Attempting to pigeonhole 79.5 into something as narrow as a single genre would be an ill-advised, if not impossible task. The New York City band sounds like someone spinning a radio dial with such passionate intensity that all the stations blend together into a single, transcendent, almost spiritual force. It’s disco to the beat of modern house; it’s a Supremes cover of a Cardi B banger; it’s Roland Kirk playing jazz through one saxophone, funk through another, and the most earwormy pop tune the 1970s could muster through a third. It’s an experience—one so affecting that with only a self-released 12” single in circulation, 79.5 had been written up twice in The New Yorker on the merit of their live sets alone.
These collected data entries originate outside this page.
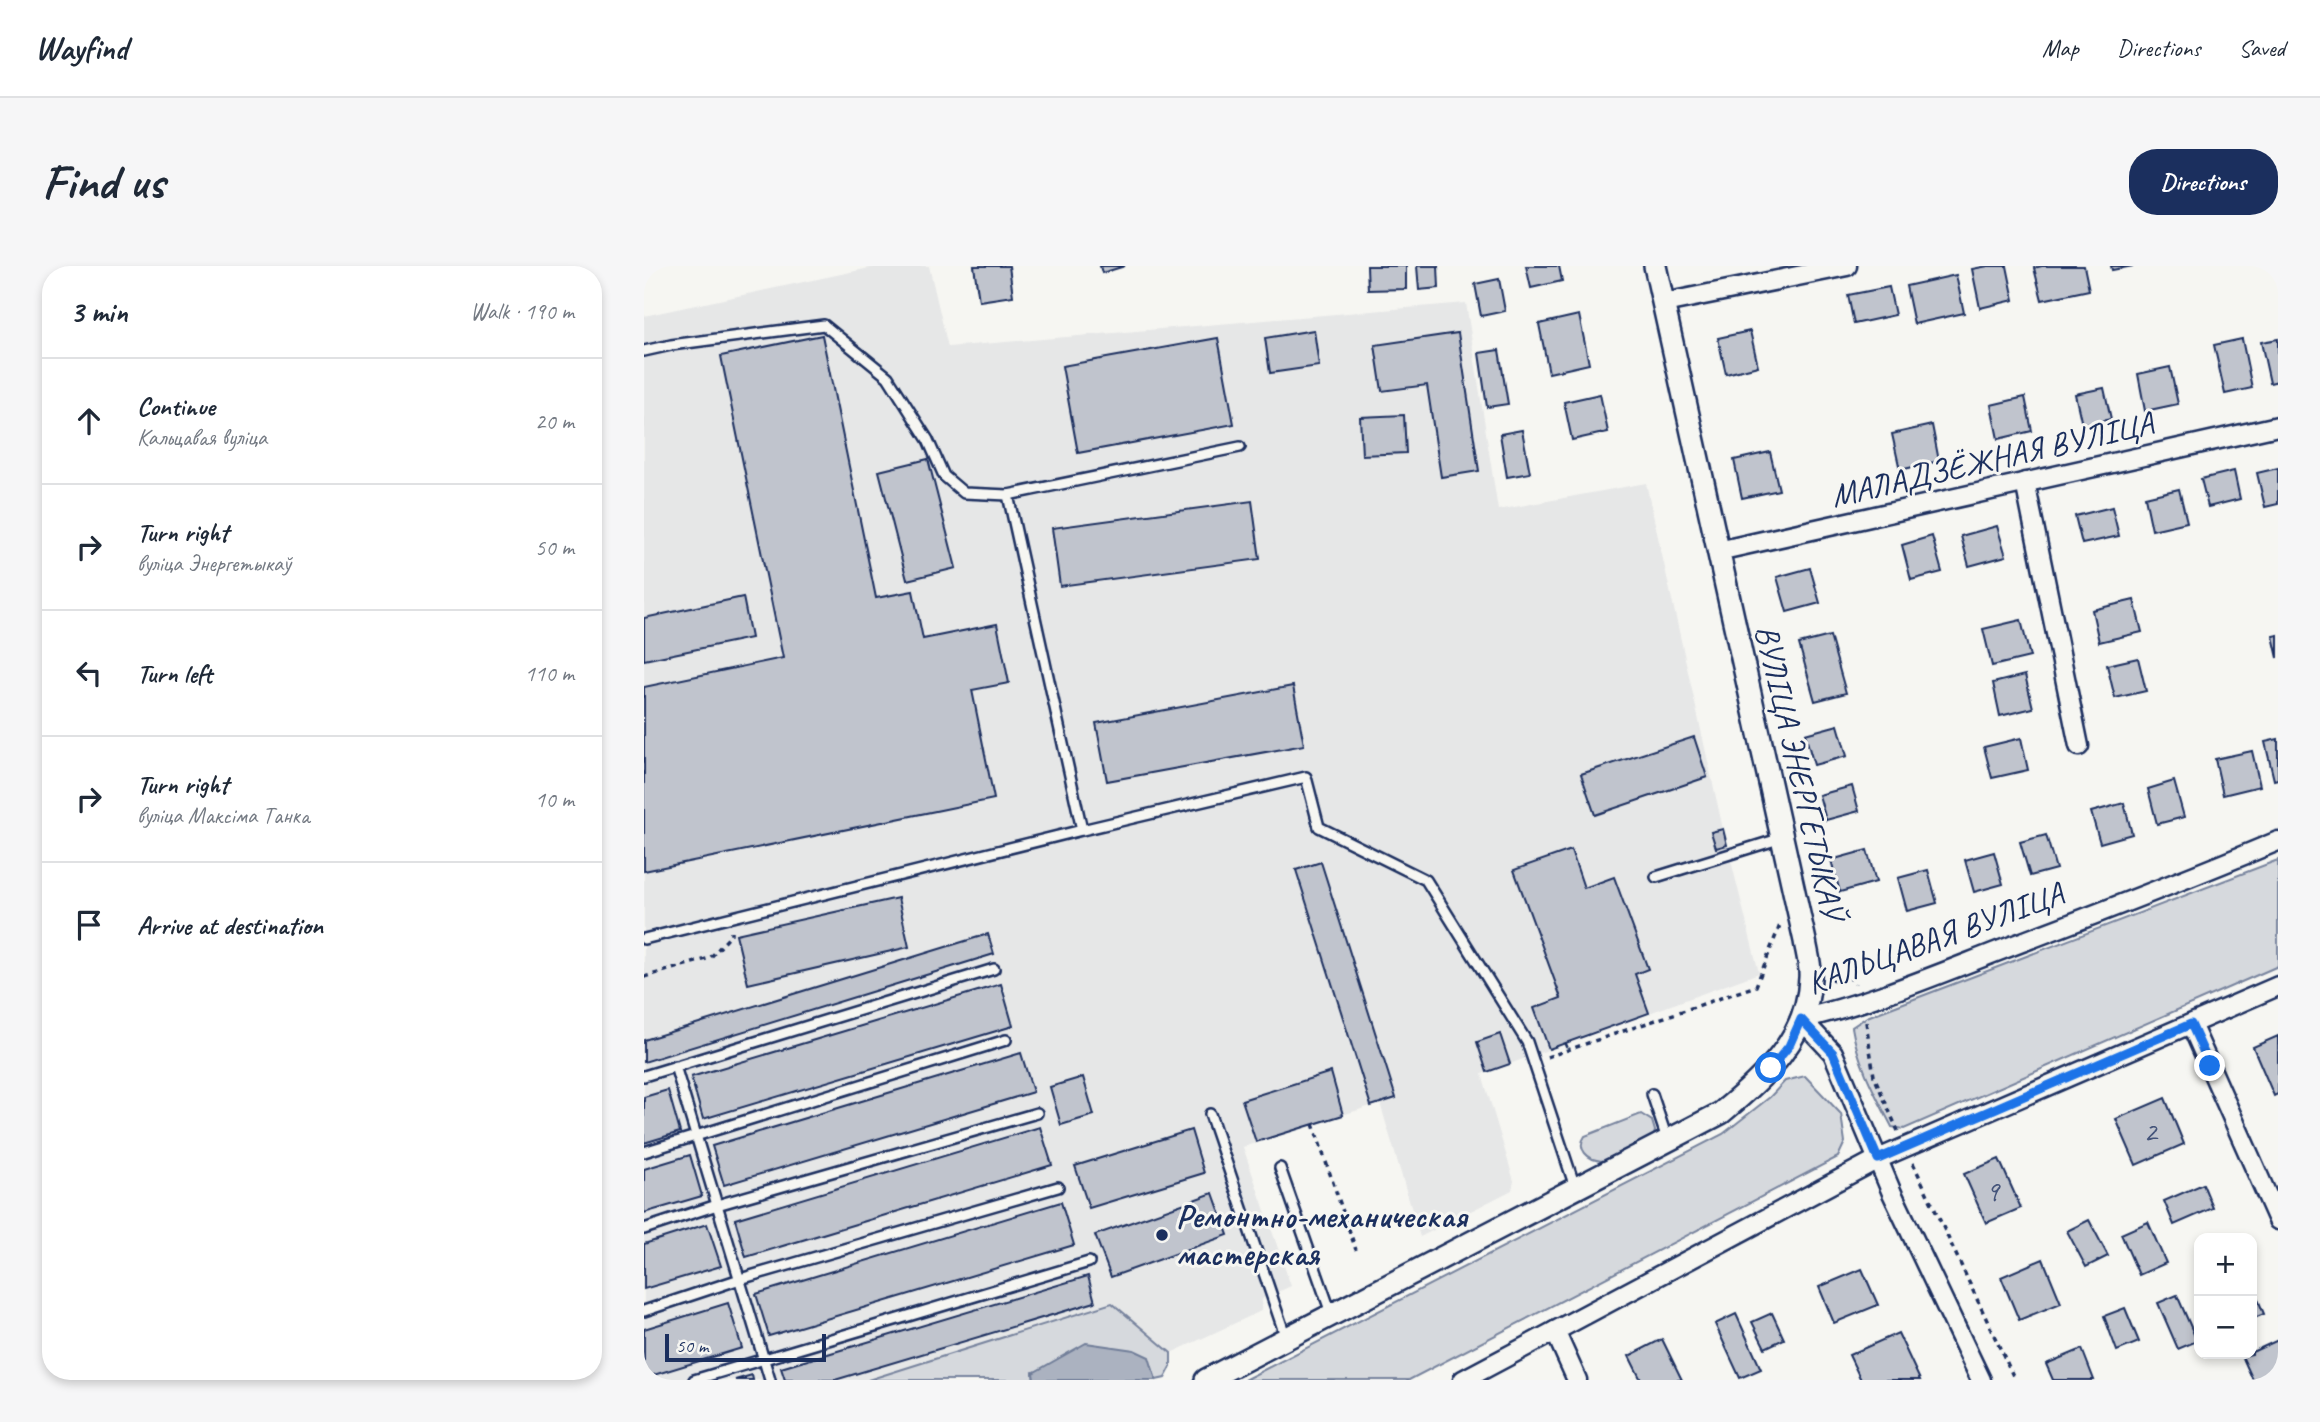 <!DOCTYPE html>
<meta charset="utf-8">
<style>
:root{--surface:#fff;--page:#f6f6f7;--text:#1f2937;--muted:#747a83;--line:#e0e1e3;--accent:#1b2f5e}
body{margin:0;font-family:Caveat,sans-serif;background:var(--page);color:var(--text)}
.controls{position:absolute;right:21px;bottom:21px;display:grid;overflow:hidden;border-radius:14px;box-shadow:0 4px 10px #0003}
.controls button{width:63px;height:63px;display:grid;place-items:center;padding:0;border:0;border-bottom:2px solid var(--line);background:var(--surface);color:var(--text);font:35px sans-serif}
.scale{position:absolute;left:21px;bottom:18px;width:161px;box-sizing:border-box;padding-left:7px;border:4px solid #1b2f5e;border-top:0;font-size:19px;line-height:24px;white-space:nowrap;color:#1b2f5e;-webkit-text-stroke:5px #f6f6f2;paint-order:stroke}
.stop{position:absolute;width:21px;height:21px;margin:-16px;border:5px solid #1a73e8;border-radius:50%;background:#fff}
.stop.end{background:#1a73e8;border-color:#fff;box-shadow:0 2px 7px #0008}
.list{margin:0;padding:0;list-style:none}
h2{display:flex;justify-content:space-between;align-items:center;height:91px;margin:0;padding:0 28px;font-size:30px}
h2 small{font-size:23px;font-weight:400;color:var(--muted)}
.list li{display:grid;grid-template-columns:46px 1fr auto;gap:21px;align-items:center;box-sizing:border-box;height:126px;padding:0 28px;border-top:2px solid var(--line)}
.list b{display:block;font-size:26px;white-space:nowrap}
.list p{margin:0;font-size:23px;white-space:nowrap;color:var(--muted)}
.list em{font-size:23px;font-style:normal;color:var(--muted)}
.icon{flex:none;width:38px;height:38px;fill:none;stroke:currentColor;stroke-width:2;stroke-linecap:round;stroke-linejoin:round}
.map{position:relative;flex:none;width:1634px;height:1114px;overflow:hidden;border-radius:28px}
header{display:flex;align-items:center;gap:42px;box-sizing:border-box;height:98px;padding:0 35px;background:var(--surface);border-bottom:2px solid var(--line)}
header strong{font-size:33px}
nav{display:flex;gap:38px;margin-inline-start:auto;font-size:24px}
.intro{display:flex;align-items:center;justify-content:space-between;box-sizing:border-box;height:168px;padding:0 42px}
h1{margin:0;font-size:49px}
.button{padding:18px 32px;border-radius:28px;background:var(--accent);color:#fff;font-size:24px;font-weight:700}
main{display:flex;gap:42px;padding:0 42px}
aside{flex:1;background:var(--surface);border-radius:28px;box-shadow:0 4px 10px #0003}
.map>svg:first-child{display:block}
.built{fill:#e6e7e7}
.green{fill:#d6d9dd;stroke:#78849e;stroke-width:2}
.water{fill:#abb2c0;stroke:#717e99;stroke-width:2}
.building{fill:#c0c4cd;stroke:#1b2f5e;stroke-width:2}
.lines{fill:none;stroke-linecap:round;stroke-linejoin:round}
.service-casing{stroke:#1b2f5e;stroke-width:14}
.minor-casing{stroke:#1b2f5e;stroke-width:23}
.tertiary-casing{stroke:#1b2f5e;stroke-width:26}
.path{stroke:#1b2f5e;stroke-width:3.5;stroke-dasharray:5 5;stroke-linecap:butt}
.service{stroke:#f6f6f2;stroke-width:9}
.minor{stroke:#f6f6f2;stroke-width:18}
.tertiary{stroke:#f6f6f2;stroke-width:21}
.route{stroke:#1a73e8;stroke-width:9}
.poi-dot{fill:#1b2f5e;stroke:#f6f6f2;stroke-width:2.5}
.labels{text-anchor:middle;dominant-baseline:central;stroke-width:6;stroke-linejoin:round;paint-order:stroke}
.number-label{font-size:30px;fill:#44547a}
.street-label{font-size:33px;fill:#1b2f5e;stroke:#f6f6f2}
.poi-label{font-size:33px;font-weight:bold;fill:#1b2f5e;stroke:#f6f6f2;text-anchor:start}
</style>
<header>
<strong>Wayfind</strong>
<nav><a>Map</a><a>Directions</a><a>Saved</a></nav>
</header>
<div class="intro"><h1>Find us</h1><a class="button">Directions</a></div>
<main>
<aside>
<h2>3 min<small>Walk · 190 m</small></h2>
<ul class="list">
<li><svg class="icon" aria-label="ahead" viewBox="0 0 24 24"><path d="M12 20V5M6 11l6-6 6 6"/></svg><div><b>Continue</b><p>Кальцавая вуліца</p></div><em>20 m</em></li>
<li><svg class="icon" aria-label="right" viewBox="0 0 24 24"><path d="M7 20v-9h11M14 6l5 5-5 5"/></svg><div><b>Turn right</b><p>вуліца Энергетыкаў</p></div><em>50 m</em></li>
<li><svg class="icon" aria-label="left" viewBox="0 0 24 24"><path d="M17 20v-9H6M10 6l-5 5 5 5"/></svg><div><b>Turn left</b></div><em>110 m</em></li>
<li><svg class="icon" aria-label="right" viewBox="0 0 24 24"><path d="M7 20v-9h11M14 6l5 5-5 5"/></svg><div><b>Turn right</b><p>вуліца Максіма Танка</p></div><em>10 m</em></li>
<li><svg class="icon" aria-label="arrive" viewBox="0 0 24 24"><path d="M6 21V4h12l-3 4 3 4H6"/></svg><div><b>Arrive at destination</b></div></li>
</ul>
</aside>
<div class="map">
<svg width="1634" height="1114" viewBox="0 0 1634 1114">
<rect width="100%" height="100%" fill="#f6f6f2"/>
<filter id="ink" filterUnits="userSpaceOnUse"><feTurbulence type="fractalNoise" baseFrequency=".0143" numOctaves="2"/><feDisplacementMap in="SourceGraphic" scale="14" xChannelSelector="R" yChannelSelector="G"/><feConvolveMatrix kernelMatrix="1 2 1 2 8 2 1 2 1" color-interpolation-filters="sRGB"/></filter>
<g filter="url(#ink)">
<path class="built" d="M 235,0 L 285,0 L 304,81 L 822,37 L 854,244 L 1002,217 L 1079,563 L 1115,707 L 838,808 L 870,915 L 868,924 L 776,971 L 736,837 L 599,881 L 647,1020 L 618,1033 L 617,1045 L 527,1087 L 468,1037 L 224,1114 L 0,1114 L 0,50 Z"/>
<g class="green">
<path d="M 1634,594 L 1634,700 L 1260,863 L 1248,861 C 1231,828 1214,798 1208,761 L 1223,751 Z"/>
<path d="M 1161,810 L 1197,848 L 1201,876 L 1194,891 L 765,1114 L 600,1114 L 1079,868 L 1126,831 L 1141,815 Z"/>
<path d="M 997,848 L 1008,855 L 1011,865 L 1009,872 L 958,895 C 944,894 932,883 941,870 Z"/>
<path d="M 468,1037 L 527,1087 L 527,1101 L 521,1112 L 512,1114 L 504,1091 L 389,1106 L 390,1114 L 224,1114 Z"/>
</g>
<path class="water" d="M 442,1077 L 490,1084 L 505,1091 L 512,1114 L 390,1114 L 389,1107 Z"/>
<g class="building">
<path d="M 330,0 L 365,0 L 369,30 L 335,35 Z"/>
<path d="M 456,0 L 481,0 L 458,7 Z"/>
<path d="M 723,0 L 762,0 L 762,23 L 724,24 Z"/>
<path d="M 773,0 L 794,0 L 795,22 L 775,24 Z"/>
<path d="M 882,0 L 915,0 L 918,15 L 887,22 Z"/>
<path d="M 1344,0 L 1363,0 L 1370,34 L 1336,42 L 1328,3 Z"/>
<path d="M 1398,0 L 1440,0 L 1445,24 L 1398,34 L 1390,2 Z"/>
<path d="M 1467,0 L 1489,0 L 1468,4 Z"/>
<path d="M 1312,9 L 1320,47 L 1270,58 L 1262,20 Z"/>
<path d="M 855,13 L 861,45 L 837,50 L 831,18 Z"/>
<path d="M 1245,21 L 1251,49 L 1210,58 L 1204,29 Z"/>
<path d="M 935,49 L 945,98 L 905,107 L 895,58 Z"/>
<path d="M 670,64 L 675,100 L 626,107 L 621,72 Z"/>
<path d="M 1106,65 L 1114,100 L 1082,108 L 1074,72 Z"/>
<path d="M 814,67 L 835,205 L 797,211 L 783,119 L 738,125 L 731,79 Z"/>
<path d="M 178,69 L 232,332 L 269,325 L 279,373 L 353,358 L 365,417 L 328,424 L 350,533 L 0,605 L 0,421 L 139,392 L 77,90 Z"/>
<path d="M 574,72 L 590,158 L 434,187 L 418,100 Z"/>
<path d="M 1598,73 L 1608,122 L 1581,128 L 1570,79 Z"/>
<path d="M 1634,73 L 1634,115 L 1626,117 L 1617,76 Z"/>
<path d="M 855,84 L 864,138 L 843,141 L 835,87 Z"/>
<path d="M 1526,101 L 1534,138 L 1501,145 L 1494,108 Z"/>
<path d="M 1460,122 L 1467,153 L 1438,159 L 1431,128 Z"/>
<path d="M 956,128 L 964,166 L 928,174 L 920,136 Z"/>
<path d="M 1381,131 L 1388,165 L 1354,173 L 1347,139 Z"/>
<path d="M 760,149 L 762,187 L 718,189 L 716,151 Z"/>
<path d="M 1288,159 L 1295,195 L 1256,204 L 1248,168 Z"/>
<path d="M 878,164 L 886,207 L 863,211 L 856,168 Z"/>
<path d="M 1126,186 L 1135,224 L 1098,232 L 1090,194 Z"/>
<path d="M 284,193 L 312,302 L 263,314 L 235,205 Z"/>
<path d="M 1634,202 L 1634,238 L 1621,241 L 1613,207 Z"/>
<path d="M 1590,205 L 1596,233 L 1564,241 L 1557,213 Z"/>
<path d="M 1535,223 L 1543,256 L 1508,264 L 1501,231 Z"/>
<path d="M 608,235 L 616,293 L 416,320 L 408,262 Z"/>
<path d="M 1468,241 L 1475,270 L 1438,278 L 1431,250 Z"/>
<path d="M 1353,260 L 1362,290 L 1325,300 L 1317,270 Z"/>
<path d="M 1288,270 L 1298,306 L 1267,314 L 1258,279 Z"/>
<path d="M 1166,302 L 1176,337 L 1143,346 L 1133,311 Z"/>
<path d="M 99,331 L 107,372 L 0,394 L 0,352 Z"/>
<path d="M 1490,334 L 1498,366 L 1455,376 L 1448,344 Z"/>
<path d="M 1377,354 L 1386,391 L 1348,400 L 1339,363 Z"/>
<path d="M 1634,369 L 1634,392 L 1629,370 Z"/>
<path d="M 1186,370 L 1202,427 L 1171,435 L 1155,378 Z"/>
<path d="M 1494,392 L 1502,425 L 1471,432 L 1463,399 Z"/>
<path d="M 1381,409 L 1389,442 L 1356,450 L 1349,417 Z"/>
<path d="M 649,420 L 660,479 L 463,515 L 452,457 Z"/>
<path d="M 1194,459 L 1203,490 L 1170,499 L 1161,468 Z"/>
<path d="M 1050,471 L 1063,511 L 951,549 L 937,508 Z"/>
<path d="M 1377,472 L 1384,504 L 1348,512 L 1340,481 Z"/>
<path d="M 1634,473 L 1634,513 L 1630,514 L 1621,476 Z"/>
<path d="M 1608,485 L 1616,520 L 1579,529 L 1571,493 Z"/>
<path d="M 1530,515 L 1540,551 L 1513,558 L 1504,523 Z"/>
<path d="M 1208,520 L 1215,545 L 1182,554 L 1175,529 Z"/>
<path d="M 1480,537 L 1488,568 L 1456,577 L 1447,546 Z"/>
<path d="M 1079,563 L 1083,579 L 1072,582 L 1067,566 Z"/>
<path d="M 1402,569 L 1412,603 L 1386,610 L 1376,576 Z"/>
<path d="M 927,584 L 940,622 L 970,611 L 1004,703 L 991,708 L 1005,747 L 905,783 L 890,742 L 917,732 L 870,604 Z"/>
<path d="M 1223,584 L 1232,616 L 1196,626 L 1187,594 Z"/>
<path d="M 1350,586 L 1359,618 L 1330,626 L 1321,594 Z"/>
<path d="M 677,596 L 752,832 L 727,840 L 652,604 Z"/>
<path d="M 1284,604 L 1293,637 L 1263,645 L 1254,612 Z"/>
<path d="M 254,632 L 265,681 L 104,718 L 92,668 Z"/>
<path d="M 344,668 L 350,688 L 0,796 L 0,774 Z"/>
<path d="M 357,718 L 369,760 L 59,853 L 47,811 Z"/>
<path d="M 856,768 L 866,798 L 843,806 L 833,776 Z"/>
<path d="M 1634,770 L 1634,828 L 1630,830 L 1609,781 Z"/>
<path d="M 377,787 L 389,826 L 80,919 L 68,880 Z"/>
<path d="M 687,806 L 699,849 L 612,876 L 598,834 Z"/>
<path d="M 439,811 L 450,849 L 417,859 L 406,821 Z"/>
<path d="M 24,824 L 36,866 L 0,877 L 0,831 Z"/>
<path d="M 1521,832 L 1540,878 L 1492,899 L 1472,853 Z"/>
<path d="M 396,861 L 408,899 L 102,991 L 91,953 Z"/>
<path d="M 547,864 L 560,907 L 445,942 L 431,900 Z"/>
<path d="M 46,889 L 58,930 L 0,947 L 0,903 Z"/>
<path d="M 1355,893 L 1377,942 L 1342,957 L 1320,908 Z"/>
<path d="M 1559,918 L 1569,942 L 1530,959 L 1520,935 Z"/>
<path d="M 569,927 L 584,969 L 467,1011 L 451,969 Z"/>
<path d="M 417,936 L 430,979 L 125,1070 L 112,1028 Z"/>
<path d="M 1445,954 L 1464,990 L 1442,1001 L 1423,965 Z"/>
<path d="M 1504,956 L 1522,997 L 1495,1009 L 1477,968 Z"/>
<path d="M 63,958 L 77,1000 L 0,1023 L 0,978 Z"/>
<path d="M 1399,993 L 1417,1037 L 1375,1054 L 1357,1011 Z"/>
<path d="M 1218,1003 L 1234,1039 L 1190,1057 L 1175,1021 Z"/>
<path d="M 444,1010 L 451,1036 L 191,1114 L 141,1114 L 137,1102 Z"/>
<path d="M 1608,1019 L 1620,1048 L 1608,1053 Z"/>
<path d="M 1533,1029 L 1553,1075 L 1534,1083 L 1514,1037 Z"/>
<path d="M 84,1037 L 98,1082 L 0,1112 L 0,1063 Z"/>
<path d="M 1481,1042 L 1495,1076 L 1473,1085 L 1460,1050 Z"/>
<path d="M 1128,1047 L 1140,1073 L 1121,1082 L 1108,1056 Z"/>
<path d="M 1092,1048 L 1117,1103 L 1096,1112 L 1071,1058 Z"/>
<path d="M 1254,1067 L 1276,1114 L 1217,1114 L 1205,1089 Z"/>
<path d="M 1018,1073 L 1038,1114 L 997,1114 L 985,1090 Z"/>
<path d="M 1634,1074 L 1634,1114 L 1609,1114 L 1598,1090 L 1608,1088 L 1608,1086 Z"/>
<path d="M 1438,1083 L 1450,1114 L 1409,1114 L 1402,1098 Z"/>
<path d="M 108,1109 L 109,1114 L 91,1114 Z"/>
</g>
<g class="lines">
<g class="service-casing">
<g id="service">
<path d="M 0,85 L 27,79 L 180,59 L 244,111 L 284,174 L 300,210 L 320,227 L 364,229 L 596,181"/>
<path d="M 438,564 L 662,511 L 675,561 L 782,614 L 883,776 L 931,921"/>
<path d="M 1012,611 L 1138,572"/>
<path d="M 0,673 L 438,564 L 364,229"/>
<path d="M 31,800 L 126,1114"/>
<path d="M 0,810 L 350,703"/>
<path d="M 1008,828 L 1023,873"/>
<path d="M 566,848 L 642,1072"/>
<path d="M 0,886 L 362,774"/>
<path d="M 636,902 L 687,1047"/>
<path d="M 0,963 L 73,939 L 393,847"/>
<path d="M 0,1045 L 96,1013 L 414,921"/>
<path d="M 50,1114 L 445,996"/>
</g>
</g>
<g class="minor-casing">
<g id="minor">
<path d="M 1020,37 L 1203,0"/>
<path d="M 1381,216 L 1435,480"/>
<path d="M 1074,285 L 1634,160"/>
<path d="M 1547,758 L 1634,954"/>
<path d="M 911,1065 L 933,1114"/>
<path d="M 819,1114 L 1234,893 L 1634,720"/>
<path d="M 1337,1114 L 1248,927 L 1189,787 L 1157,753 C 1226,737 1292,709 1357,684 C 1450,649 1543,613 1634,575"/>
</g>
</g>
<g class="tertiary-casing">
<path id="tertiary" d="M 562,1114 L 1077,847 C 1120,812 1164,772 1166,712 C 1167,700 1163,687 1161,675 L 1011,0"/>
</g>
<g class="path">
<path d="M 0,711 L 66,692 L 87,669 L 87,666"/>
<path d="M 1186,712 L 1193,715 L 1209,712 L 1211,718"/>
<path d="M 1222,756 L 1230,810 L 1254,865"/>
<path d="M 921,777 L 924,784"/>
<path d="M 903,791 L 1112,720 L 1136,659"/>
<path d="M 669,858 L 712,984"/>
<path d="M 1269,897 L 1371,1114"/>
</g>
<use href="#service" class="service"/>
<use href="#minor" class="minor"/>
<use href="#tertiary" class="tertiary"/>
</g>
</g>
<g class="lines" filter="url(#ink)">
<path class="route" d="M 1127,802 L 1145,780 L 1157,753 L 1189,787 L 1234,893 L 1547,758 L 1566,800"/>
</g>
<circle class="poi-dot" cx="518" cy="969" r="7"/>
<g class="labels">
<g class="number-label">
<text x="1506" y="865">2</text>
<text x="1348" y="925">9</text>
</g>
<g class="street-label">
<text transform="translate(1348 193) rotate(-13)">МАЛАДЗЁЖНАЯ ВУЛІЦА</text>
<text transform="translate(1156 506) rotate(77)">ВУЛІЦА ЭНЕРГЕТЫКАЎ</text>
<text transform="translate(1291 672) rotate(-20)">КАЛЬЦАВАЯ ВУЛІЦА</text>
</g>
<g class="poi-label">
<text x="532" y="950">Ремонтно-механическая<tspan x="532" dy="38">мастерская</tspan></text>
</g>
</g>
</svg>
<div class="controls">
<button>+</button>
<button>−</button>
</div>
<div class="scale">50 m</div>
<div class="stop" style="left:1127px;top:802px"></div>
<div class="stop end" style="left:1566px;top:800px"></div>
</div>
</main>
Still, all this mixing and matching, this manic twirling of an FM dial, might seem like a bit of a mess: a recipe for ungrounded noodling and static. And perhaps it would be, were these disparate influences not anchored so solidly by the delicate crunch of singer and keyboardist Kate Mattison’s Fender Rhodes. The Rhodes is the throbbing heart of 79.5, the melodic grit that gives its pristine vocals their edge. And like Mattison, it is the touchstone around which the band was built.
They released their now classic Terrorize My Heart 45 in 2016 on Big Crown Records and it solidified all the hype surrounding them. The 7” sold through the first pressing in just a few weeks and became a staple in DJ sets around the world getting spins from the likes of Gilles Peterson, Q Tip, Kenny Dope, DJ Spinna, and Just Blaze to name a few.
Their debut album Predictions (2018) is produced by Leon Michels (Lana Del Rey, The Arcs) and was recorded at The Diamond Mine in Queens the old school way, with the whole band playing the songs in one take and captured to analog tape. They announced their debut album via Billboard’s premiere of their newest single Boy Don’t Be Afraid, which was accurately described as “Energetic and infectious…a unique, yet easy to listen to experience”. Already getting heavy spins at radio and finding its way into the hearts of all the listeners, the instant classic Boy Don’t Be Afraid is as bandleader Kate Mattison describes, “a sweet little song about being. Being hopeful, being romantic, being brave. A romantic stance and a declaration of love through melody, in honest girl-group fashion. And like a classic New York deli cup of coffee, light and sweet”.